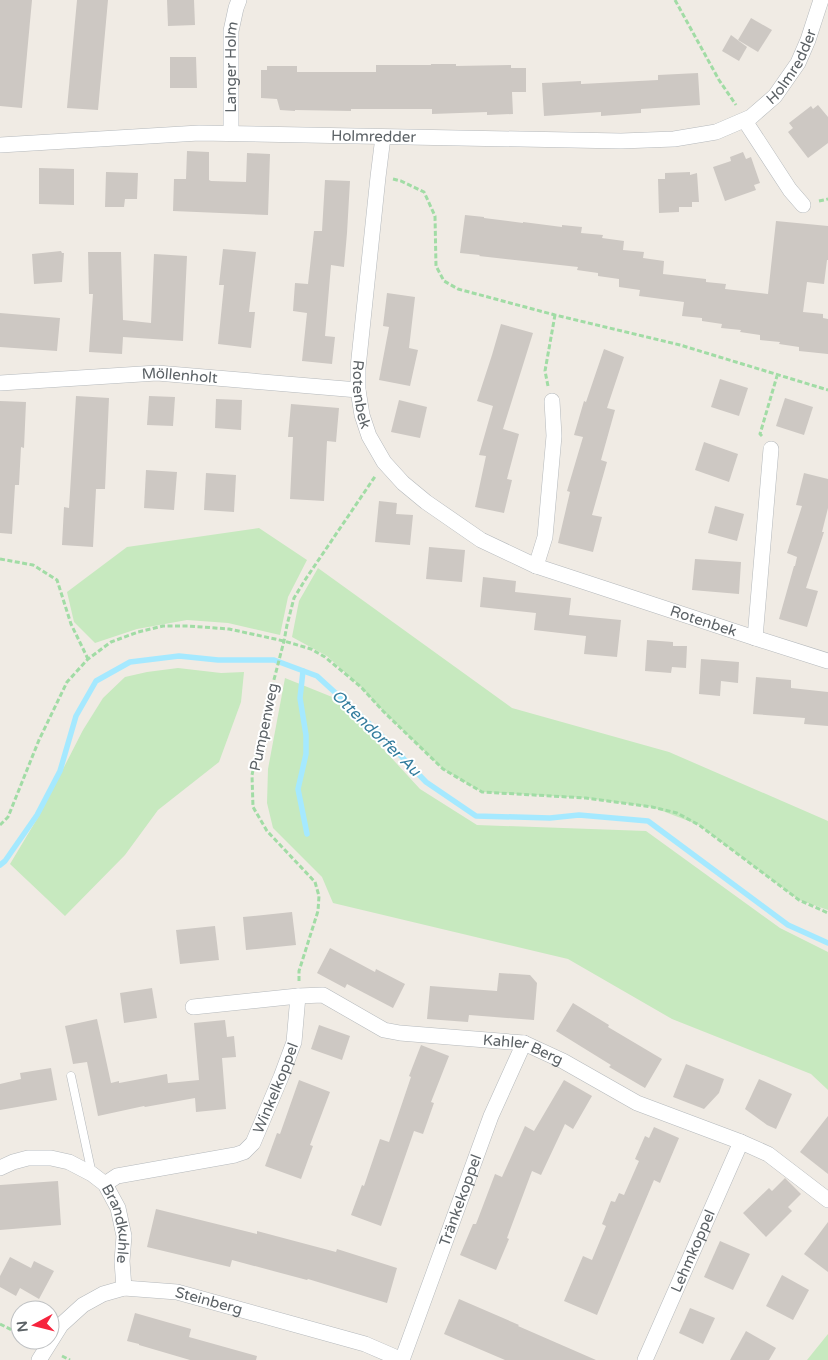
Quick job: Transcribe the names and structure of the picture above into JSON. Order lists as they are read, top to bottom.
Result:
{
  "streets": {
    "street": [
      "Holmredder",
      "Langer Holm",
      "Möllenholt",
      "Rotenbek",
      "Kahler Berg",
      "Winkelkoppel",
      "Tränkekoppel",
      "Brandkuhle",
      "Lehmkoppel",
      "Steinberg"
    ],
    "path": ["Pumpenweg"]
  },
  "crossings": [
    ["Holmredder", "Langer Holm"],
    ["Holmredder", "Rotenbek"],
    ["Möllenholt", "Rotenbek"],
    ["Rotenbek", "Pumpenweg"],
    ["Pumpenweg", "Kahler Berg"],
    ["Pumpenweg", "Winkelkoppel"],
    ["Kahler Berg", "Winkelkoppel"],
    ["Kahler Berg", "Tränkekoppel"],
    ["Kahler Berg", "Lehmkoppel"],
    ["Winkelkoppel", "Brandkuhle"],
    ["Tränkekoppel", "Steinberg"],
    ["Brandkuhle", "Steinberg"]
  ],
  "water": ["Ottendorfer Au"],
  "north": "left"
}
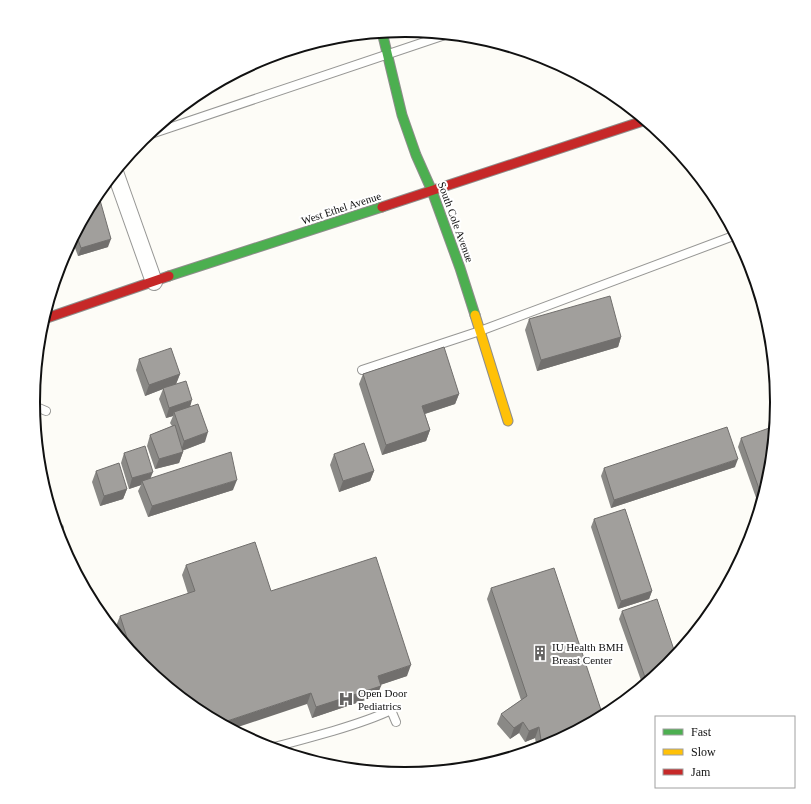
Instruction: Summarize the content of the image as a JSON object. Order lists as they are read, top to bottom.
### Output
{
  "streets": {
    "street": ["West Ethel Avenue", "South Cole Avenue"]
  },
  "crossings": [
    ["West Ethel Avenue", "South Cole Avenue"]
  ],
  "places": {
    "building": ["IU Health BMH Breast Center"],
    "hospital": ["Open Door Pediatrics"]
  },
  "legend": ["Fast", "Slow", "Jam"]
}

━━━━━━━━━━━━━━━━

Show each line in the listing above that has "lists".

Quick job: Transcribe the names and structure of the picture above into JSON. Order lists as they are read, top to bottom.
Instruction: Summarize the content of the image as a JSON object. Order lists as they are read, top to bottom.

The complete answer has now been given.